Eddie Bonine and Joel Zumaya did. They were among the fellow Tigers watching and cracking up in the dugout.
"That's awesome," Bonine said. "He's a great guy to have around. That's just an extension of what he does around the clubhouse."
Once the game resumed just after 11 p.m. ET, it became a battle of relievers and their command. Both teams took advantage of walks to change leads in a nip-and-tuck affair.
Zach Miner closed out the fifth inning and worked a scoreless sixth before a two-out walk and a single in the seventh put the Cardinals in position to take the lead with back-to-back walks off Zumaya.
Back and forth they went from there. Two singles and a walk off Jason Isringhausen loaded the bases in the bottom of the seventh, but Detroit managed a lone run out of it when Miguel Cabrera scored on Edgar Renteria's double play. Aaron Miles' bloop single off Zumaya in the eighth put St. Louis back on top. Ordonez tied it back up when he singled in Placido Polanco off Kyle McClellan.
"It wasn't the best game, in the sense that we walked too many people from the seventh inning on," Leyland said, "but we survived it. Both teams battled hard, and it looked like it was one of those games where whoever hit last would win the game."

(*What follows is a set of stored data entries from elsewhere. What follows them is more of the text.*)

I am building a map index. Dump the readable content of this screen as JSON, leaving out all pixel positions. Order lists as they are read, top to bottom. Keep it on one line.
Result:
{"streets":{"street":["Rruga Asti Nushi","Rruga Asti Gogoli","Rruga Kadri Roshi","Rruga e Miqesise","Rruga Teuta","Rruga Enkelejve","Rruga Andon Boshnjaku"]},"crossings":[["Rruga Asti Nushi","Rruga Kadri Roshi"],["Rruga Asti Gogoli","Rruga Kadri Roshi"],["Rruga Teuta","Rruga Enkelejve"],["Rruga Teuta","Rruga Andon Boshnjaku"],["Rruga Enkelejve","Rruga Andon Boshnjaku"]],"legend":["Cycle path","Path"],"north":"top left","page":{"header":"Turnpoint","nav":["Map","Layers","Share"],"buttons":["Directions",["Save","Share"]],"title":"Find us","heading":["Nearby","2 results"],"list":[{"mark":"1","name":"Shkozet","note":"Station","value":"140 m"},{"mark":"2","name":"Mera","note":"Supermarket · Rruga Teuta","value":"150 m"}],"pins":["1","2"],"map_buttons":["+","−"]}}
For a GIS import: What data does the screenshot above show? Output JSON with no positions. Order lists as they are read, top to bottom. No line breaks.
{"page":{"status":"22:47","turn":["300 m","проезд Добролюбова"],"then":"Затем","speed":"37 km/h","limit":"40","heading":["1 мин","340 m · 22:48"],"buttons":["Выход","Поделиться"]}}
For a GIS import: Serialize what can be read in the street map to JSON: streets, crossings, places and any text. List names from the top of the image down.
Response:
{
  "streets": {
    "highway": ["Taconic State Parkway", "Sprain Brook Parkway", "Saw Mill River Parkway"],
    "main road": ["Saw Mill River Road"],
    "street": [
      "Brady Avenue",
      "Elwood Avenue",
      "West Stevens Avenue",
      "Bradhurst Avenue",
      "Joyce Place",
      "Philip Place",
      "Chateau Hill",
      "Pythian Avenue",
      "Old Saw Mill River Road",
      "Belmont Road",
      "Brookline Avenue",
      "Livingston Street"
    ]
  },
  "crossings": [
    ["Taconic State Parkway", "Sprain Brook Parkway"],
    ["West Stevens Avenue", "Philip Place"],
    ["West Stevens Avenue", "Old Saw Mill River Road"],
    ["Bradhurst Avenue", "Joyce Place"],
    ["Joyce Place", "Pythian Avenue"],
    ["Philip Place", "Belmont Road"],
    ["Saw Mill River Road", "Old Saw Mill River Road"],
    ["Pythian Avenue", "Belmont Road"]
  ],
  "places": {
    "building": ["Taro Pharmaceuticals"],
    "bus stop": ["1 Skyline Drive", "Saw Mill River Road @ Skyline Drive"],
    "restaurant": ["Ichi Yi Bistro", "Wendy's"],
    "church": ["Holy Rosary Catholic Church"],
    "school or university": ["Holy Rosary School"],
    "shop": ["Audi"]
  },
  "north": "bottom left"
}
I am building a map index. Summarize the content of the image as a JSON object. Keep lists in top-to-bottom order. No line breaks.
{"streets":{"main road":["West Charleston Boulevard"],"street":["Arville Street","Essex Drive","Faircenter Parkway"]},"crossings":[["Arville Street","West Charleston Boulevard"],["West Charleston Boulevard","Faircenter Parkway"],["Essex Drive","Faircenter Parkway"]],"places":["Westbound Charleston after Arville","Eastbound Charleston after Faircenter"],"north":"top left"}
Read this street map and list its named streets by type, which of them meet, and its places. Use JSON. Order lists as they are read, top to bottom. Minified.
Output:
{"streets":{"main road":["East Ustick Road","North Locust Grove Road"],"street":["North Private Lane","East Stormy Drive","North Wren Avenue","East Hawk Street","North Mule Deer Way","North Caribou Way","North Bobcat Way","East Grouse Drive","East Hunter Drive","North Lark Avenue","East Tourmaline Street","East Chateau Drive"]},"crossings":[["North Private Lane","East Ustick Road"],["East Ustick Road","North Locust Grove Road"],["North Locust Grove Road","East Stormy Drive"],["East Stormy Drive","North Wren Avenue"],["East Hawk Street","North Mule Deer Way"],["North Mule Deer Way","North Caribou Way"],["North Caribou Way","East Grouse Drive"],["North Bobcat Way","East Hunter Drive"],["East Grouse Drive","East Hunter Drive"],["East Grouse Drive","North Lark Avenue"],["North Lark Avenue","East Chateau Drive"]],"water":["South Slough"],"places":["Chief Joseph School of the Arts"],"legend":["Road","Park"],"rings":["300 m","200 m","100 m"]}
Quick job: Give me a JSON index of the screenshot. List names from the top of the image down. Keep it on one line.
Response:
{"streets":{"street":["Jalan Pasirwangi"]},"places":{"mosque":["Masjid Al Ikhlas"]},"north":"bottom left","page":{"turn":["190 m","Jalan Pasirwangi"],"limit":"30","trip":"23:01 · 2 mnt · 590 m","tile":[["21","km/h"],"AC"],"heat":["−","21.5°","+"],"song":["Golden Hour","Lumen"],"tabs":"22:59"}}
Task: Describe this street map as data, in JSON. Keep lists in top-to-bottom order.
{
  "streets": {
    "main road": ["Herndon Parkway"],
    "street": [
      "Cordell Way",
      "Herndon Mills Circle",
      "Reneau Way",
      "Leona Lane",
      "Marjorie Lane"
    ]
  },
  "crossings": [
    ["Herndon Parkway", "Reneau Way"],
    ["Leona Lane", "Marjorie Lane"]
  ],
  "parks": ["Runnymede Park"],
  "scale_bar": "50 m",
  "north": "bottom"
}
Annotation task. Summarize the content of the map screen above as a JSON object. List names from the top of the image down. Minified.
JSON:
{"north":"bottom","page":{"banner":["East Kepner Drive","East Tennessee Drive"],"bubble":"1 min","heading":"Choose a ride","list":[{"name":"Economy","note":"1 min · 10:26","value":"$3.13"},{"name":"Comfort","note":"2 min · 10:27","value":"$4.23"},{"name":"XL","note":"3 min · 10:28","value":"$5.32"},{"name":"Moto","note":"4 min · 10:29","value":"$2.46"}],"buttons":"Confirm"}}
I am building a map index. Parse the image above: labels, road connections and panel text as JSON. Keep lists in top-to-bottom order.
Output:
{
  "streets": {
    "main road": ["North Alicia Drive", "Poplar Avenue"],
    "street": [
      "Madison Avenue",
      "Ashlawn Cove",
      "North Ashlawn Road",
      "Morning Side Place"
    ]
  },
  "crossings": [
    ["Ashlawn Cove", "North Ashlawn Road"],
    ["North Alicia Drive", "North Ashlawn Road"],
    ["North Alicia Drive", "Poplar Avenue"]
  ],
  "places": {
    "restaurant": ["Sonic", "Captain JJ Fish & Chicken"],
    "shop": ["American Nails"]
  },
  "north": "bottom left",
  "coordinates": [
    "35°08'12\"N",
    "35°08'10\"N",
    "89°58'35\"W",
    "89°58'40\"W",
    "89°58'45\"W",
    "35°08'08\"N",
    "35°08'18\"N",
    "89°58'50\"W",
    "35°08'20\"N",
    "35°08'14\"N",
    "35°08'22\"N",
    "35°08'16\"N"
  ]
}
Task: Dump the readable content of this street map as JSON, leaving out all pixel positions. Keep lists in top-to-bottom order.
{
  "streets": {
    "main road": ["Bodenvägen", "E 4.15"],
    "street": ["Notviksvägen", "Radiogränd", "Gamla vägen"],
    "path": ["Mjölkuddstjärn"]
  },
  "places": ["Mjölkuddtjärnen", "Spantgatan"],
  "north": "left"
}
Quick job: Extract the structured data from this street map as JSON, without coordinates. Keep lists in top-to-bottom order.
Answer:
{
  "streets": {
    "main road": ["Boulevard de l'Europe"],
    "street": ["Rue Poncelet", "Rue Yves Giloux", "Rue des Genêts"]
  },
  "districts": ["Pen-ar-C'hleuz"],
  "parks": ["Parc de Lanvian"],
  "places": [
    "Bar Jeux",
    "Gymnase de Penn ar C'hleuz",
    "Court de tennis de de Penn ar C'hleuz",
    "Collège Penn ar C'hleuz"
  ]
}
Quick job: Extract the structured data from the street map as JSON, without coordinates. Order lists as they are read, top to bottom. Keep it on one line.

Indeed, they did, but only after Jones (3-0) kept the Cardinals from taking back the lead by retiring the side in order with help from his defense. Carlos Guillen made a sliding stop and throw across the infield to retire Troy Glaus for the first out, then Clete Thomas' running catch on Yadier Molina's liner to left-center ended the inning.
Thomas, who entered the game in the fourth inning once Marcus Thames was ejected for arguing a called third strike, took his heroics to the plate to lead off the bottom of the ninth once McClellan (0-3) fell behind on a 3-0 count. The count went full before Thomas slashed a sharp line drive off the left-field fence and rolled into second with a leadoff double.
"I was just a leadoff guy trying to get something, trying to hit a single or draw a walk, do something to get on base and have the guys behind me drive me in," Thomas said. "I got lucky and hit a double."
It looked somewhat similar to Sheffield's second-inning double that started Detroit's first run-scoring rally. Sheffield pulled two more singles after the rain delay, but McClellan didn't want to give him anything to hit again.
"He kept pounding me in," Sheffield said, "so I said, 'Forget trying to get him over.'"
All six pitches were fastballs, three in a row inside to work a 3-1 count and force McClellan back over the plate. He went to the outside corner on a sinking fastball, and Sheffield showed how much better his shoulder feels after resting it on the disabled list.
Earlier this season, when he battled shoulder pain, "I would try to pull that pitch to protect myself," Sheffield said. "But now I can swing like I want to swing and do what I need to do with it."
Sheffield sent it into the gap in right-center field. And at just before 1 a.m. ET, he sent everybody home entertained, and not just from the rain delay entertainment.